3. Middleware Function Signature Change (proxy_service.rs:212-219)

• Removed actor_id parameter from MiddlewareFn
• Impact: Middleware can no longer make actor-specific decisions
• Breaking Change: Any custom middleware implementations will break

⚠️ Medium Priority Issues

4. Error Message Regression (errors.rs:6-9)

• Removed actor_id field from RateLimit error
• Impact: Reduced debuggability - cannot tell which actor is being rate-limited from error message alone

5. Middleware Default Configuration Duplication (middleware.rs:20-35, proxy_service.rs:469-480)

• The same default middleware config appears in two places
• Issue: Violates DRY principle, prone to drift

6. RouteTarget Simplification (proxy_service.rs:112)

• Removed actor_id field from RouteTarget
• Impact: Downstream code can no longer correlate requests to actors

🟡 Minor Issues

7. Inconsistent Metric Labels (routing/mod.rs:130 vs 147)

• Line 130: .with_label_values(&["GATEWAY"]) (uppercase)
• Line 147: .with_label_values(&["API"]) (uppercase)
• Line 76: .with_label_values(&["gateway"]) (lowercase)
• Issue: Inconsistent casing will create separate metric series

8. Missing Error Logging Context (proxy_service.rs:458)

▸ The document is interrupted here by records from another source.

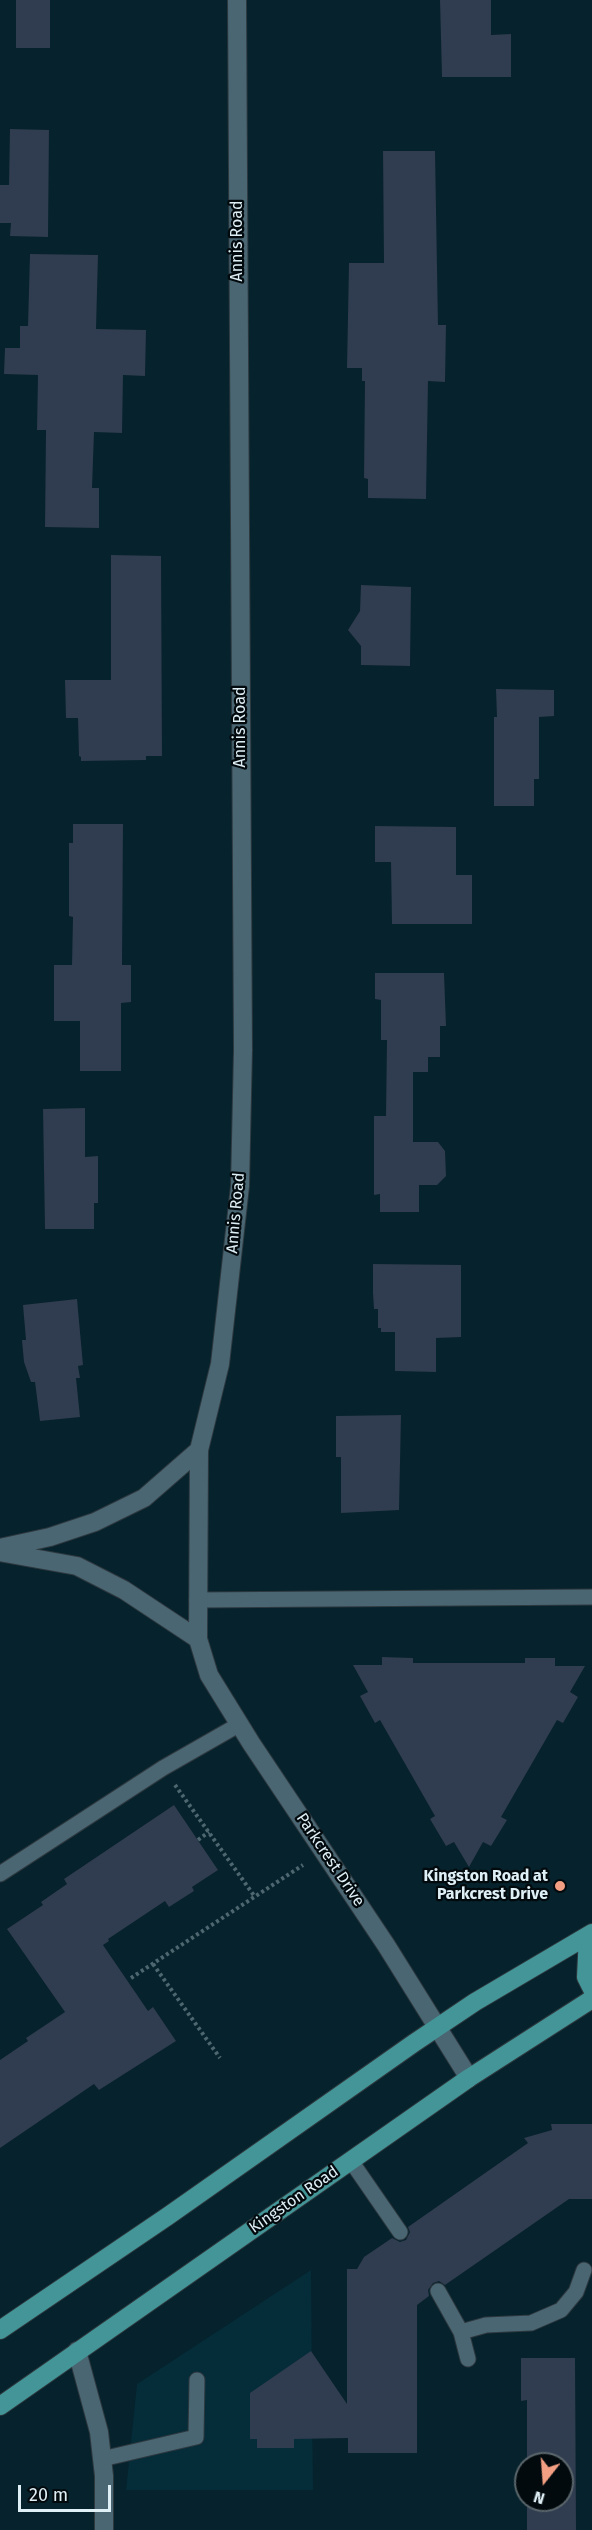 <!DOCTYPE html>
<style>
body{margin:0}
#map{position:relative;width:592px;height:2530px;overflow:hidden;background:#06222c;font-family:"Fira Sans",sans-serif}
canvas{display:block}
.north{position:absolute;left:514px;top:2452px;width:60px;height:60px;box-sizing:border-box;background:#020a0e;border:2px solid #5a666b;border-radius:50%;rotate:197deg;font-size:16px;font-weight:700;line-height:24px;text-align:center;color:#dfeff6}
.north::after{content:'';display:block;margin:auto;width:21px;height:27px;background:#f39f83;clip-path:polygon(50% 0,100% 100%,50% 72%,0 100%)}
.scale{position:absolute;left:18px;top:2485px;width:93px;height:27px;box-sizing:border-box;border:3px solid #dfeff6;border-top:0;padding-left:8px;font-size:18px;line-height:21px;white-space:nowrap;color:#dfeff6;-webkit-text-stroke:4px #020a0e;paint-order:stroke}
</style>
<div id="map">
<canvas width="592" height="2530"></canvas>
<div class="north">N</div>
<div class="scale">20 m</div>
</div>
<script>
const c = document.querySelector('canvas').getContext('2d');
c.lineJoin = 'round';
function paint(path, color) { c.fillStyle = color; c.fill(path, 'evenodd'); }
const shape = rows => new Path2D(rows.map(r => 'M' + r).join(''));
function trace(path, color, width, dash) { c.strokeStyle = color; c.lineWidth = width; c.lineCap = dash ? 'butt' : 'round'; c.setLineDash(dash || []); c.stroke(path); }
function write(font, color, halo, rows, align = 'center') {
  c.font = font + ' "Fira Sans",sans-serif'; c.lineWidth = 4.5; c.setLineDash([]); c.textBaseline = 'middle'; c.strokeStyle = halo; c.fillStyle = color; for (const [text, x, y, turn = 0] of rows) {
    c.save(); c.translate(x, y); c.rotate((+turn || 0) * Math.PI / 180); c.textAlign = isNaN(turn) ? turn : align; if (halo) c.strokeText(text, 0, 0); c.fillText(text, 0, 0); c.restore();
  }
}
const built = shape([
 [311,2270,313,2490,126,2490,137,2384]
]);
const building = shape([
 [16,0,50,0,50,48,16,48],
 [440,0,491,0,491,35,511,34,511,77,442,77],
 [10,129,49,130,48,237,10,236,11,223,0,223,0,185,9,185],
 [383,151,435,151,438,325,446,325,445,382,428,381,426,499,368,498,368,479,364,478,365,381,362,381,362,368,347,368,349,263,384,263],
 [30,254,98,255,96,329,146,330,145,376,123,375,122,433,94,432,92,488,99,488,99,528,45,527,46,430,37,430,38,375,4,374,5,348,20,348,20,326,28,326],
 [111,555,161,556,162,756,146,756,146,760,81,761,81,757,79,756,78,718,66,718,65,680,111,680],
 [361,585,411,587,410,666,361,665,361,646,348,630,360,611],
 [496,689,554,690,554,716,539,717,539,779,534,779,534,806,494,806,494,717,497,717],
 [73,824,123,824,122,965,131,965,131,1002,121,1003,121,1071,80,1071,80,1021,54,1021,54,965,72,965,73,917,69,916,69,843,73,843],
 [375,826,456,827,456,875,472,875,472,924,392,924,391,862,375,862],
 [375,973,444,973,446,1026,440,1026,440,1057,428,1057,428,1072,413,1072,413,1142,438,1142,445,1151,446,1176,437,1185,419,1185,419,1212,380,1212,380,1194,374,1195,374,1116,386,1116,387,1040,381,1040,381,1000,375,999],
 [85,1108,85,1157,98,1156,98,1203,94,1203,94,1229,45,1229,43,1109],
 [373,1264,461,1265,461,1337,436,1338,436,1372,395,1371,395,1332,381,1332,381,1328,378,1328,378,1309,374,1309,373,1293],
 [77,1299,83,1365,78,1366,80,1378,76,1378,80,1417,40,1421,35,1382,31,1382,24,1362,22,1340,26,1340,23,1305],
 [401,1415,399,1510,341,1513,341,1457,336,1457,336,1416],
 [382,1657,413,1658,413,1663,525,1663,525,1658,555,1658,555,1666,585,1666,570,1692,578,1697,563,1723,557,1720,501,1817,507,1820,491,1846,483,1842,469,1867,454,1842,446,1846,430,1819,435,1816,380,1720,375,1723,360,1696,368,1692,353,1665,382,1665],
 [174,1805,218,1870,192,1887,194,1891,169,1907,165,1901,108,1939,109,1941,103,1945,148,2011,153,2007,176,2041,99,2090,94,2084,0,2148,0,2060,28,2041,26,2038,65,2012,7,1929,43,1905,41,1902,67,1884,64,1879],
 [551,2124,592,2124,592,2199,569,2199,445,2285,439,2281,433,2283,428,2290,429,2296,417,2305,417,2453,348,2453,348,2438,294,2439,294,2448,257,2448,257,2439,250,2439,250,2393,311,2351,347,2404,347,2269,357,2269,364,2257,392,2238,400,2242,406,2240,410,2232,408,2227,528,2143,524,2138,552,2130],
 [521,2358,575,2358,576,2530,527,2530,527,2500,562,2500,562,2464,527,2464,527,2400,521,2401]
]);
const path = shape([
 [175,1785,255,1897],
 [198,1840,209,1832],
 [153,1964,220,2058],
 [131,1978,303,1865]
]);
const lane = shape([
 [197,1600,592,1597],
 [0,1874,163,1768,240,1724],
 [351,2161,400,2232],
 [438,2291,461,2332,486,2325,531,2323,561,2310,576,2292,584,2270],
 [461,2332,468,2359],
 [102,2459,196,2437,197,2380]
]);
const street = shape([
 [237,0,243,1050,240,1186,220,1364,199,1450,198,1639,209,1675,251,1743,386,1945,469,2078],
 [0,1548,50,1537,95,1522,144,1498,199,1450],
 [0,1552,77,1566,124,1590,198,1639],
 [77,2351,99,2432,104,2476,104,2530]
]);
const primary = shape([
 [588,1936,586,1977,592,1989],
 [0,2330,168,2216,414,2043,475,2002,592,1933],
 [0,2406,469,2078,592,1999]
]);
const markers = [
 [560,1886,6,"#f39f83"]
];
const streetNames = [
 ["Annis Road",238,241,-90],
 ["Annis Road",241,727,-90],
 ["Annis Road",236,1213,-85],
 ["Parkcrest Drive",330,1860,56],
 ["Kingston Road",294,2200,-35]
];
const poiNames = [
 ["Kingston Road at",548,1877],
 ["Parkcrest Drive",548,1895]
];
paint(built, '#052c39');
paint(building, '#303c4f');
trace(lane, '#2d383f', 17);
trace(street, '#2d383f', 20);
trace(primary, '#2d383f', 20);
trace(path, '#4e666f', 4, [3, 3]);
trace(lane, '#4a6672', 15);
trace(street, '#4a6672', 18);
trace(primary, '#449597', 18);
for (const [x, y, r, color] of markers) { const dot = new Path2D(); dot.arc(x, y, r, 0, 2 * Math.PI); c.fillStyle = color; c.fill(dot); trace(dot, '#020a0e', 2); }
write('16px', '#dfeff6', '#020a0e', streetNames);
write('bold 16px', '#dfeff6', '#020a0e', poiNames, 'right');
</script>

• When get_middleware_config returns NotFound, it uses hardcoded defaults silently

9. Comment Quality (gasoline/ctx/standalone.rs:69)

• New function with_ray lacks documentation comment

10. Potential Panic (routing/mod.rs:40)

• ctx.with_ray(ray_id, req_id).unwrap() will panic on error
• Fix: Replace with ? operator and handle error properly

Code Quality Observations

Good Practices ✅

• Proper use of tracing instrumentation
• Consistent error handling with anyhow::Result
• Clean removal of dead code paths
• Maintained proper async/await patterns

Testing Recommendations

Please verify:

1. Rate limiting works correctly at IP level
2. Multiple actors from same IP do not interfere with each other unexpectedly
3. Middleware defaults are applied correctly
4. All websocket retry logic still works without RequestContext
5. Ray ID and request ID are properly propagated through all code paths

Questions for Author

1. Analytics Removal: What is the plan for the removed analytics? Is there a replacement system or is this data no longer needed?
2. Actor Rate Limiting: Was per-actor rate limiting intentionally removed? If so, what is the new strategy for preventing one actor from impacting others?
3. Breaking Changes: Are there external consumers of the guard library that need to be updated?
4. Migration Path: Should this be split into multiple PRs (analytics removal, API changes, rate limiting changes)?

Architectural Concerns

The PR mixes several types of changes:

• Refactoring: Removing RequestContext
• Feature Changes: Removing per-actor rate limiting
• Breaking API Changes: CustomServeTrait signature changes
• Infrastructure Changes: Removing ClickHouse integration

Recommendation: Consider splitting into smaller, focused PRs for easier review and safer rollback if issues arise.

Verdict

While the code quality is generally good and the cleanup is worthwhile, this PR makes significant behavioral changes that need careful consideration:

⚠️ Request Changes before merging:

1. Fix the uppercase/lowercase metric label inconsistency
2. Fix the unwrap() that could panic in routing function
3. Add documentation explaining the analytics and rate limiting changes

💭 Recommend Discussion on:

1. Impact of removing per-actor rate limiting
2. Analytics data loss and alternatives
3. Whether this should be split into multiple PRs

The cleanup itself is valuable, but the scope and impact need to be clearly understood by the team before merging.